- [THE DATA]

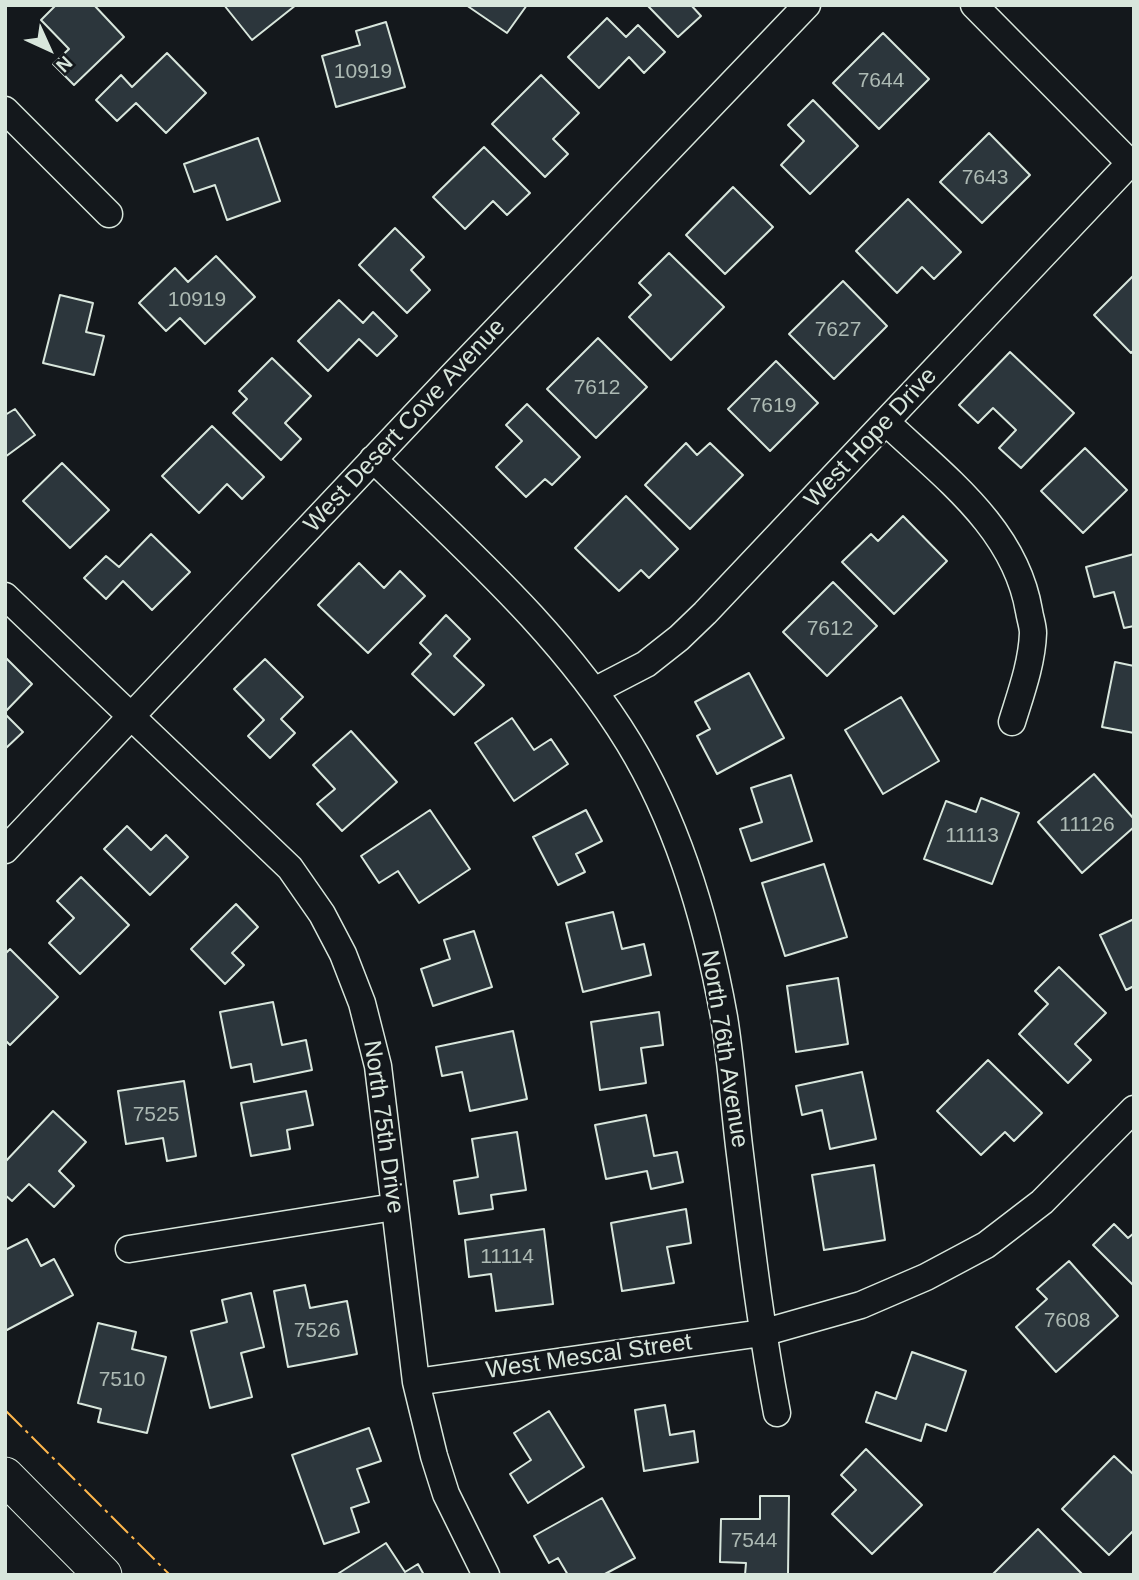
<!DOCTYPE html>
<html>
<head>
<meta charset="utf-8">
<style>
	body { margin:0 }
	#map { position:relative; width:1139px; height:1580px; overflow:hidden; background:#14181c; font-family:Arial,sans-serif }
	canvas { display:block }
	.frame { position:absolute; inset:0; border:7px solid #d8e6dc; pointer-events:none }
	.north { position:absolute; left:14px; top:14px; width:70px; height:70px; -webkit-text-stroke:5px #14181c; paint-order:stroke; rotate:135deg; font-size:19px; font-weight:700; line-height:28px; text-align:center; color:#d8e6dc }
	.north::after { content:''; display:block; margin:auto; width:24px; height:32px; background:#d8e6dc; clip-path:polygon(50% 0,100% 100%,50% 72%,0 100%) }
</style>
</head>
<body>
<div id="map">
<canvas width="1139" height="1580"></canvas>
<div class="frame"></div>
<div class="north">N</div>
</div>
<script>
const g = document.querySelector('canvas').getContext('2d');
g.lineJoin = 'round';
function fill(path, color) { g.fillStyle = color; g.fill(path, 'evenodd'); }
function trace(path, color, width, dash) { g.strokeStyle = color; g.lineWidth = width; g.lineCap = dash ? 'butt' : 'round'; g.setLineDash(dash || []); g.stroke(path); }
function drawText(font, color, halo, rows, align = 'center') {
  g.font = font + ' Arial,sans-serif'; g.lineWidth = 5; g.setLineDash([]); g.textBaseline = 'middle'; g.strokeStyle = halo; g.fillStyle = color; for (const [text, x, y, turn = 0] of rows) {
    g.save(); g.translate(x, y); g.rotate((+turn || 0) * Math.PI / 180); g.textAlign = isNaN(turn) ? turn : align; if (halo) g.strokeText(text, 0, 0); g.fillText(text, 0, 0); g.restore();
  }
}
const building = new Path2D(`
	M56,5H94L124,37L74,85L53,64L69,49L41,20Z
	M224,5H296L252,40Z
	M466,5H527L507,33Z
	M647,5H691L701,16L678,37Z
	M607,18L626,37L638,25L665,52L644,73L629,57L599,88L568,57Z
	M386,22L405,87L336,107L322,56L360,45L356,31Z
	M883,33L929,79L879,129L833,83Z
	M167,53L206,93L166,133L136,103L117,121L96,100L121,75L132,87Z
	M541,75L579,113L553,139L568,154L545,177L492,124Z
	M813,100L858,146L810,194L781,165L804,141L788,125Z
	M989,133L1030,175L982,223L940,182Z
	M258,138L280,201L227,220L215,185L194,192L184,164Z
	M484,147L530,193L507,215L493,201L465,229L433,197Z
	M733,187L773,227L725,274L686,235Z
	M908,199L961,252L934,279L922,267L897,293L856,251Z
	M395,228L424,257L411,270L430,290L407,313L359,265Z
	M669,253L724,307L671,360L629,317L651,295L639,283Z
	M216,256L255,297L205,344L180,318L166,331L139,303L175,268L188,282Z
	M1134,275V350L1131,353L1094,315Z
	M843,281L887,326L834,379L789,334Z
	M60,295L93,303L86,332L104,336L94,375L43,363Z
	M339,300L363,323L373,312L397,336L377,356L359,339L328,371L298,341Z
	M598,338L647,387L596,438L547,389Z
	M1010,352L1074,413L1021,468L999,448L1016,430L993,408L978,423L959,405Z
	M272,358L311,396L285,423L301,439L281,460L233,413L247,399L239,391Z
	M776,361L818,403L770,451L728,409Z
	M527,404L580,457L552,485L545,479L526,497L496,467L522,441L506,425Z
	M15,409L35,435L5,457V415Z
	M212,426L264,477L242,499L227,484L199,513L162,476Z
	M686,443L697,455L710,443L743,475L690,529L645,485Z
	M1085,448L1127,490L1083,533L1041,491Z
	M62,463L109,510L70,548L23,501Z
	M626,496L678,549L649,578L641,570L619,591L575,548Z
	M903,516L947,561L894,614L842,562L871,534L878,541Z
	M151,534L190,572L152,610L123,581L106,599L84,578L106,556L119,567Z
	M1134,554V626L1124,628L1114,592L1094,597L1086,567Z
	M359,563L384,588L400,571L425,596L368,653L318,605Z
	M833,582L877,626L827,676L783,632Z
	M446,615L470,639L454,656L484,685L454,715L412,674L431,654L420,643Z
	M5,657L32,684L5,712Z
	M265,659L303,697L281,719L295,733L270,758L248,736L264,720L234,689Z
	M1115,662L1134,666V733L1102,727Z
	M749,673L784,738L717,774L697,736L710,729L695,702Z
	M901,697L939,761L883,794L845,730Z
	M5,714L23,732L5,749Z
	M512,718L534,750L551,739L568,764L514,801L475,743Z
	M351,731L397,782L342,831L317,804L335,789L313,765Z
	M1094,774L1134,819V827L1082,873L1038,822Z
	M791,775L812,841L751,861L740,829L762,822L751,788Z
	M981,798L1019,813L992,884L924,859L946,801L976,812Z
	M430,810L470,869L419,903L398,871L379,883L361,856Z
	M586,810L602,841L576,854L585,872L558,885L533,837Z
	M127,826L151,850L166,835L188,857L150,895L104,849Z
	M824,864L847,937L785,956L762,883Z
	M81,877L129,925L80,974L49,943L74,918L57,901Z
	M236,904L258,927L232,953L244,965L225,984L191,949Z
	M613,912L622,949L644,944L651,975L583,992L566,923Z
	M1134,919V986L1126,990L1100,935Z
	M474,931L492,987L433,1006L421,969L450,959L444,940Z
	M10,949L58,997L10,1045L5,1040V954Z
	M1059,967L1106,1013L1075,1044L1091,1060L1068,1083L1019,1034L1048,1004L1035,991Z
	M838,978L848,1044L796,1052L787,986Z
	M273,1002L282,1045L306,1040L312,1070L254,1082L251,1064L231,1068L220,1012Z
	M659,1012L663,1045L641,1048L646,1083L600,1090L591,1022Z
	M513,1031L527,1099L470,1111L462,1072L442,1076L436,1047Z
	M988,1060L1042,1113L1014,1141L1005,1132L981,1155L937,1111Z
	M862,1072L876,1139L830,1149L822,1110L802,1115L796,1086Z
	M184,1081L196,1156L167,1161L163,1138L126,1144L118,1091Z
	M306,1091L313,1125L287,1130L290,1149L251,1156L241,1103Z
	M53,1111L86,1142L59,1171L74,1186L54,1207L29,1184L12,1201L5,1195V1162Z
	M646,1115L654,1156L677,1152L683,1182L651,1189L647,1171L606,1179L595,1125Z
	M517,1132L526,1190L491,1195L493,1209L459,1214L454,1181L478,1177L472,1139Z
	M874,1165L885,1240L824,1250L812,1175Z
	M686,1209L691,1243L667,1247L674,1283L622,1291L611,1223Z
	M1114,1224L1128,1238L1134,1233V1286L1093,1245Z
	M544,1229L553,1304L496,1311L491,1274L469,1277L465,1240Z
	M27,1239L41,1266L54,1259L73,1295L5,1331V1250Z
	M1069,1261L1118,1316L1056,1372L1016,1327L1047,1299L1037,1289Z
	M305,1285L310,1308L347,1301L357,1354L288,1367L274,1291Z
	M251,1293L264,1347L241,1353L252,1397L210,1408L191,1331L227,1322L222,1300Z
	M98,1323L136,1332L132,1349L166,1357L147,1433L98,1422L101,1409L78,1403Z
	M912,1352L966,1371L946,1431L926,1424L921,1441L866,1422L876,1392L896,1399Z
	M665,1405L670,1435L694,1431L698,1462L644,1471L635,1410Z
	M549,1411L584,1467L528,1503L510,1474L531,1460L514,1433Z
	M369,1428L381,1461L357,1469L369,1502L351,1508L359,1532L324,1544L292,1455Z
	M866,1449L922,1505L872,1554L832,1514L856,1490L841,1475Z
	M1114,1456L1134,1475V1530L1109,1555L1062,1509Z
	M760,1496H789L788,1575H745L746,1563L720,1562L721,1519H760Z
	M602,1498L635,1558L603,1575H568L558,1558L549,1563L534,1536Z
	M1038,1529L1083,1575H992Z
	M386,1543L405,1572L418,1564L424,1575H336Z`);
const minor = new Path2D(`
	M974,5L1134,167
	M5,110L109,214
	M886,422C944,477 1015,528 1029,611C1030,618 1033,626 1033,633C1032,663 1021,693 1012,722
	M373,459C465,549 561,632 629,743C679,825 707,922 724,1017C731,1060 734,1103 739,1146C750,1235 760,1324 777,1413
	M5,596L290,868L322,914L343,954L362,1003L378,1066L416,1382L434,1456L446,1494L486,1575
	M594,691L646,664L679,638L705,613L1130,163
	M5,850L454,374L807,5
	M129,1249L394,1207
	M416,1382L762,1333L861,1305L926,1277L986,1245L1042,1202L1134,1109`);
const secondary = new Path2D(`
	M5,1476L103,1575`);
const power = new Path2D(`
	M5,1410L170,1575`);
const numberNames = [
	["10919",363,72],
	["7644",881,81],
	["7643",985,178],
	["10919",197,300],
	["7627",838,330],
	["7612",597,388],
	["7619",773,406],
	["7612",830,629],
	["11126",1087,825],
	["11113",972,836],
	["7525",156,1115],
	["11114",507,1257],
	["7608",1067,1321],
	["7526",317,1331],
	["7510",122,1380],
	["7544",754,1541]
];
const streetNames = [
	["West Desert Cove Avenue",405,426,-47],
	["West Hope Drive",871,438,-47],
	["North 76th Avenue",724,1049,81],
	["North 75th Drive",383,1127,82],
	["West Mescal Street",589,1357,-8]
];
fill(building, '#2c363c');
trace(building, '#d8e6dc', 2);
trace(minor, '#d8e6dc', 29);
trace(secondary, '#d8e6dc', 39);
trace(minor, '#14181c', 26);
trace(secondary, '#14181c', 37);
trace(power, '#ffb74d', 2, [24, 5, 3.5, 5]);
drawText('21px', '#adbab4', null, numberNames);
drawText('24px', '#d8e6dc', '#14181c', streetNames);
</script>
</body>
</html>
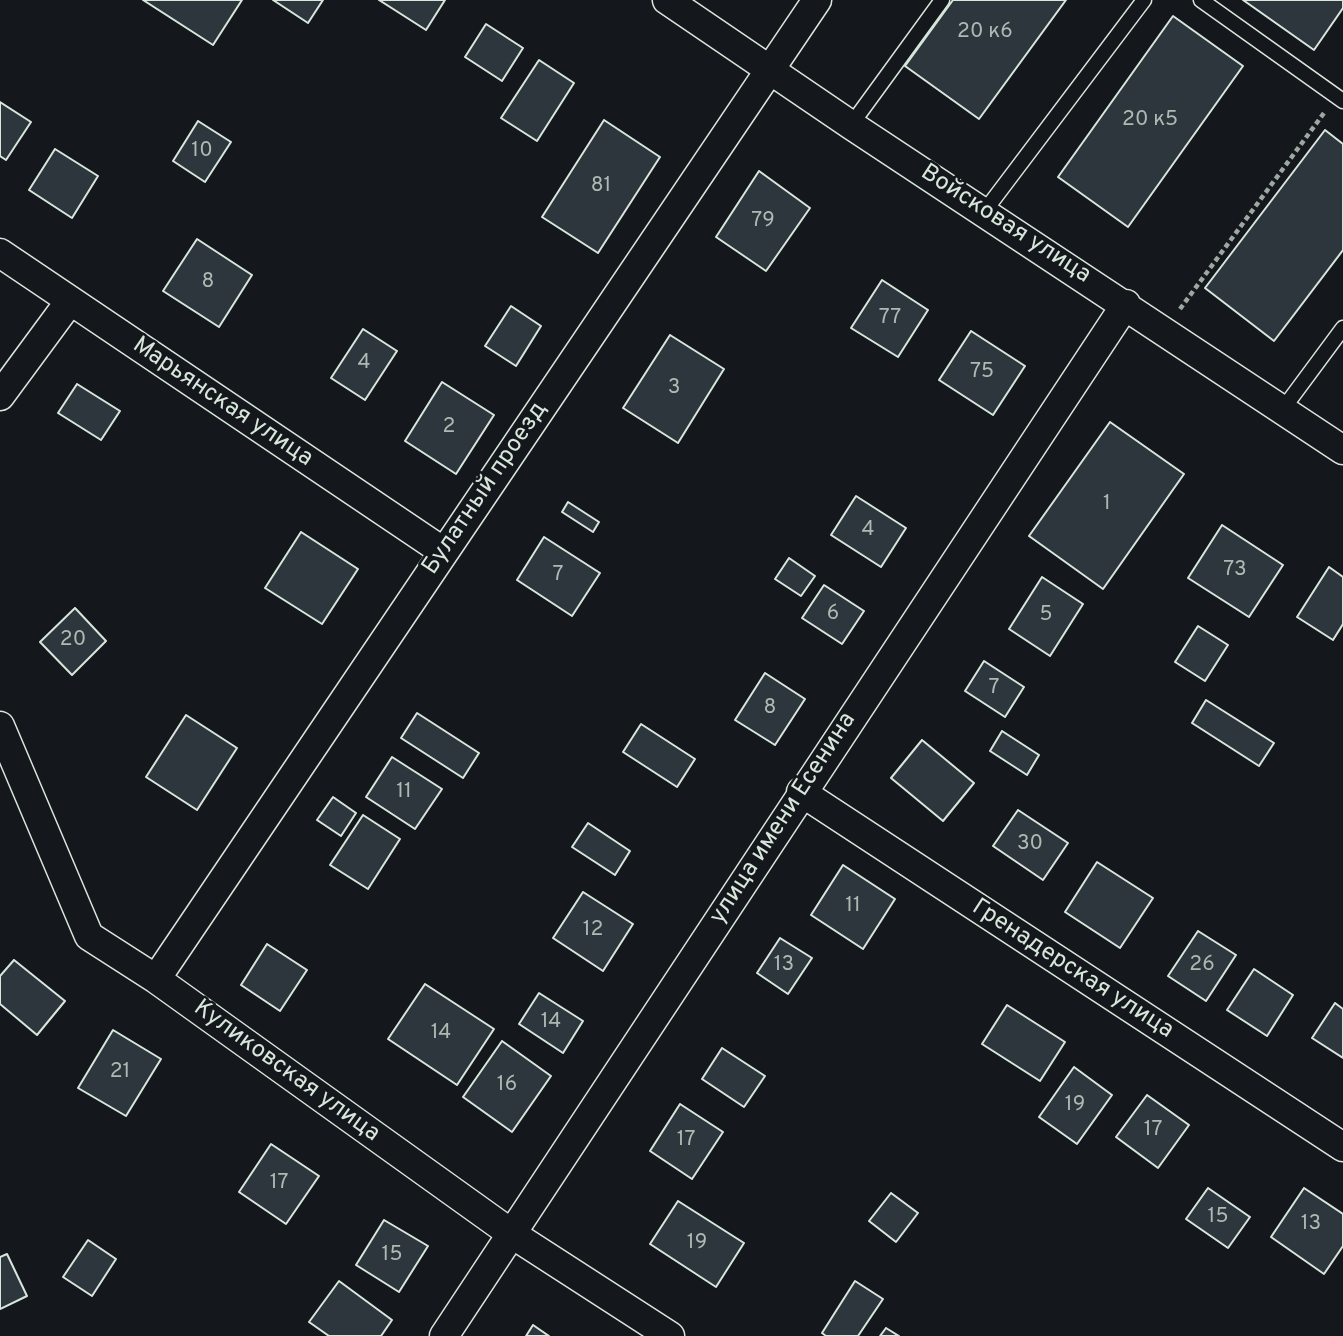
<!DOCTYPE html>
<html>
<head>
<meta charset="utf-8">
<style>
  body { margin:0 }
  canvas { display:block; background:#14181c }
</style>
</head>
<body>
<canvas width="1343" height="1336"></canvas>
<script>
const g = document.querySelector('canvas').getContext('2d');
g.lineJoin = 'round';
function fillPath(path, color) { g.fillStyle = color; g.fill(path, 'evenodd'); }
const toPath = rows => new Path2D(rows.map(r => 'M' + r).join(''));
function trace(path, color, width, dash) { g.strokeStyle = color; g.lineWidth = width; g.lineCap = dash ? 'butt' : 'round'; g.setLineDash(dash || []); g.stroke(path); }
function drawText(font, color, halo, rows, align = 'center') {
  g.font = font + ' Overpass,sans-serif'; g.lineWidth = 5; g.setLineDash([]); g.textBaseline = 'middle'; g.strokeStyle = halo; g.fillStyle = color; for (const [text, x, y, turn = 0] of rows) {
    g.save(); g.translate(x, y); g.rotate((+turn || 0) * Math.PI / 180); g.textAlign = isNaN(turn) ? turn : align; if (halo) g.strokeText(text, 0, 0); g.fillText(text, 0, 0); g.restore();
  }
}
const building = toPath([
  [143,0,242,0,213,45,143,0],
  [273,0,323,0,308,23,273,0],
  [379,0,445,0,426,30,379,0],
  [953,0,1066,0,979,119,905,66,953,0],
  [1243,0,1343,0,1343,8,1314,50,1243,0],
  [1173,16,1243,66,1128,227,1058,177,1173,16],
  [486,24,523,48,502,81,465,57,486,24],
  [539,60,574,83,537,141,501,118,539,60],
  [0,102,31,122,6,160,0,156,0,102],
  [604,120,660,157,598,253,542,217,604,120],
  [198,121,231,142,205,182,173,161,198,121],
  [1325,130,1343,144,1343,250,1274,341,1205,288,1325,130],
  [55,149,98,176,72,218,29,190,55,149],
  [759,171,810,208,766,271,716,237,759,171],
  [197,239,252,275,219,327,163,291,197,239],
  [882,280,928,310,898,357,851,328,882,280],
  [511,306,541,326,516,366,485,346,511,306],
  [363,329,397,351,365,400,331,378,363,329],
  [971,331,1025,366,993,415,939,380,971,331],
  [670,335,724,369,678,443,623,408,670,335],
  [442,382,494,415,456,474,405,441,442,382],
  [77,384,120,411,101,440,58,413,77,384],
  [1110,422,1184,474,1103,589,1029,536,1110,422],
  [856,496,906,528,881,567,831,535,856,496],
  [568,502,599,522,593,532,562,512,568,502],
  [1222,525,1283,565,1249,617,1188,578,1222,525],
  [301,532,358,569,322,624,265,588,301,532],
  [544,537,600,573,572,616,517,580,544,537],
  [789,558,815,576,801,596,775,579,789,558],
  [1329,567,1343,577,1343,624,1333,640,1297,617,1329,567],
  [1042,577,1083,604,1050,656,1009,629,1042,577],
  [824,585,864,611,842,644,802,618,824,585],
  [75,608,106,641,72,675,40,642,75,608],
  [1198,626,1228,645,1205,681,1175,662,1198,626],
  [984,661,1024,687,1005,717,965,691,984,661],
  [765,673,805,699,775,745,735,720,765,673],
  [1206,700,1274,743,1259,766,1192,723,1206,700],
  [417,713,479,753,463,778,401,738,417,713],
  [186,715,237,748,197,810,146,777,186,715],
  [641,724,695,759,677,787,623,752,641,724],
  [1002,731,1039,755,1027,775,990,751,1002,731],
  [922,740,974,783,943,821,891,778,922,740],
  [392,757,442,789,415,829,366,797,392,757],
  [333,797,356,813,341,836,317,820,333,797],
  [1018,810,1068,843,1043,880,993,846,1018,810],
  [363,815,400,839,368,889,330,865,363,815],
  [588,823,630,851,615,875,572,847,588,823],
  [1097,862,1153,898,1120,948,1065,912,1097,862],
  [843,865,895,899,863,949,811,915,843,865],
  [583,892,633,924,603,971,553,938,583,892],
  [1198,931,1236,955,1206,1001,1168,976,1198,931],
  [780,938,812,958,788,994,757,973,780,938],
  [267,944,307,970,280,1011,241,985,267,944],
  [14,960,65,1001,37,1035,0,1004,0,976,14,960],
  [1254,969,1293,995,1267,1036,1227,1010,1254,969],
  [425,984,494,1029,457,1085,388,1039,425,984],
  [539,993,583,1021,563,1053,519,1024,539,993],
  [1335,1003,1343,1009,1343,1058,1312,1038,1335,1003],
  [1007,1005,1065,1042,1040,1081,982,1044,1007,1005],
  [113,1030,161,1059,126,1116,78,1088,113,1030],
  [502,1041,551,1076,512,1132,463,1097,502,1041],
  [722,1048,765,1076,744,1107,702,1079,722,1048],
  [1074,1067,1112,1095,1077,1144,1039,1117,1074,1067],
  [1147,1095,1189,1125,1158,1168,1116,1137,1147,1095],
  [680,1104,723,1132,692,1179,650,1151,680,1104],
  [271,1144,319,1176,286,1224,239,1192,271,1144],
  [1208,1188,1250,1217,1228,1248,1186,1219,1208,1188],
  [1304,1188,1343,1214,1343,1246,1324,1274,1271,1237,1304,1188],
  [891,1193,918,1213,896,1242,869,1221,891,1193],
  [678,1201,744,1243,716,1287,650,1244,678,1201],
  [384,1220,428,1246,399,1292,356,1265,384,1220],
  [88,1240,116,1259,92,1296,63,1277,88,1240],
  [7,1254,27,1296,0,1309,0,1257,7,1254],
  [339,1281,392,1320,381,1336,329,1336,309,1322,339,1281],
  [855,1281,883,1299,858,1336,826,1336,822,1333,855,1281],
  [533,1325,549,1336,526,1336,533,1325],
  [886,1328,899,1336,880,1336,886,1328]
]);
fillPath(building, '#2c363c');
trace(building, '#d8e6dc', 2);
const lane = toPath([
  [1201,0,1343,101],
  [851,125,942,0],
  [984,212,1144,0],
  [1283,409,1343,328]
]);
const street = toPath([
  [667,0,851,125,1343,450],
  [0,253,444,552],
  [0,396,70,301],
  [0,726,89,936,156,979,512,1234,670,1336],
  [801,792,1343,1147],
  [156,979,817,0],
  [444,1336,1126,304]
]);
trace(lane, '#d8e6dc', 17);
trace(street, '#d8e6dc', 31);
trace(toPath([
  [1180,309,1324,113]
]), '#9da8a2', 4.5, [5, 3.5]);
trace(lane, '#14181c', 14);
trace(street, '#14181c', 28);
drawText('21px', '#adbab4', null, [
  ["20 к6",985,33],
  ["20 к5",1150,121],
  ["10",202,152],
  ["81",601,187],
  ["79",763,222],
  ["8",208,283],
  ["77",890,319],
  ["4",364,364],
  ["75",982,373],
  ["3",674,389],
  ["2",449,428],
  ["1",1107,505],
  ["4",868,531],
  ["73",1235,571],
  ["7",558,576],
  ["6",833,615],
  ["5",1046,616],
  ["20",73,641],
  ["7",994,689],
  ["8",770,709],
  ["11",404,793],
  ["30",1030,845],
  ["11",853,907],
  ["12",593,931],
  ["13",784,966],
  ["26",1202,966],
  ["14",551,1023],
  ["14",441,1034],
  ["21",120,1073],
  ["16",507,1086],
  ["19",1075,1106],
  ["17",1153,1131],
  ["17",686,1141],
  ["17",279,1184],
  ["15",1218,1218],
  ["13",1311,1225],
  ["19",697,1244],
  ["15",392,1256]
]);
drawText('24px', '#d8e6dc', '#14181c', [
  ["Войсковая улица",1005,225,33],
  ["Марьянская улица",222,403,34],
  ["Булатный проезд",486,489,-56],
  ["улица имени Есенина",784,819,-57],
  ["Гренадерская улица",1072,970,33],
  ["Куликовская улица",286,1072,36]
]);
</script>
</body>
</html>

- [EXERCISE INSTRUCTIONS] Starting with the first line of the material, print each line exactly until you have printed the line with "M258,138L280,201L227,220L215,185L194,192L184,164Z", and skip the pictures.

- [EXERCISE ANSWER]
<!DOCTYPE html>
<html>
<head>
<meta charset="utf-8">
<style>
	body { margin:0 }
	#map { position:relative; width:1139px; height:1580px; overflow:hidden; background:#14181c; font-family:Arial,sans-serif }
	canvas { display:block }
	.frame { position:absolute; inset:0; border:7px solid #d8e6dc; pointer-events:none }
	.north { position:absolute; left:14px; top:14px; width:70px; height:70px; -webkit-text-stroke:5px #14181c; paint-order:stroke; rotate:135deg; font-size:19px; font-weight:700; line-height:28px; text-align:center; color:#d8e6dc }
	.north::after { content:''; display:block; margin:auto; width:24px; height:32px; background:#d8e6dc; clip-path:polygon(50% 0,100% 100%,50% 72%,0 100%) }
</style>
</head>
<body>
<div id="map">
<canvas width="1139" height="1580"></canvas>
<div class="frame"></div>
<div class="north">N</div>
</div>
<script>
const g = document.querySelector('canvas').getContext('2d');
g.lineJoin = 'round';
function fill(path, color) { g.fillStyle = color; g.fill(path, 'evenodd'); }
function trace(path, color, width, dash) { g.strokeStyle = color; g.lineWidth = width; g.lineCap = dash ? 'butt' : 'round'; g.setLineDash(dash || []); g.stroke(path); }
function drawText(font, color, halo, rows, align = 'center') {
  g.font = font + ' Arial,sans-serif'; g.lineWidth = 5; g.setLineDash([]); g.textBaseline = 'middle'; g.strokeStyle = halo; g.fillStyle = color; for (const [text, x, y, turn = 0] of rows) {
    g.save(); g.translate(x, y); g.rotate((+turn || 0) * Math.PI / 180); g.textAlign = isNaN(turn) ? turn : align; if (halo) g.strokeText(text, 0, 0); g.fillText(text, 0, 0); g.restore();
  }
}
const building = new Path2D(`
	M56,5H94L124,37L74,85L53,64L69,49L41,20Z
	M224,5H296L252,40Z
	M466,5H527L507,33Z
	M647,5H691L701,16L678,37Z
	M607,18L626,37L638,25L665,52L644,73L629,57L599,88L568,57Z
	M386,22L405,87L336,107L322,56L360,45L356,31Z
	M883,33L929,79L879,129L833,83Z
	M167,53L206,93L166,133L136,103L117,121L96,100L121,75L132,87Z
	M541,75L579,113L553,139L568,154L545,177L492,124Z
	M813,100L858,146L810,194L781,165L804,141L788,125Z
	M989,133L1030,175L982,223L940,182Z
	M258,138L280,201L227,220L215,185L194,192L184,164Z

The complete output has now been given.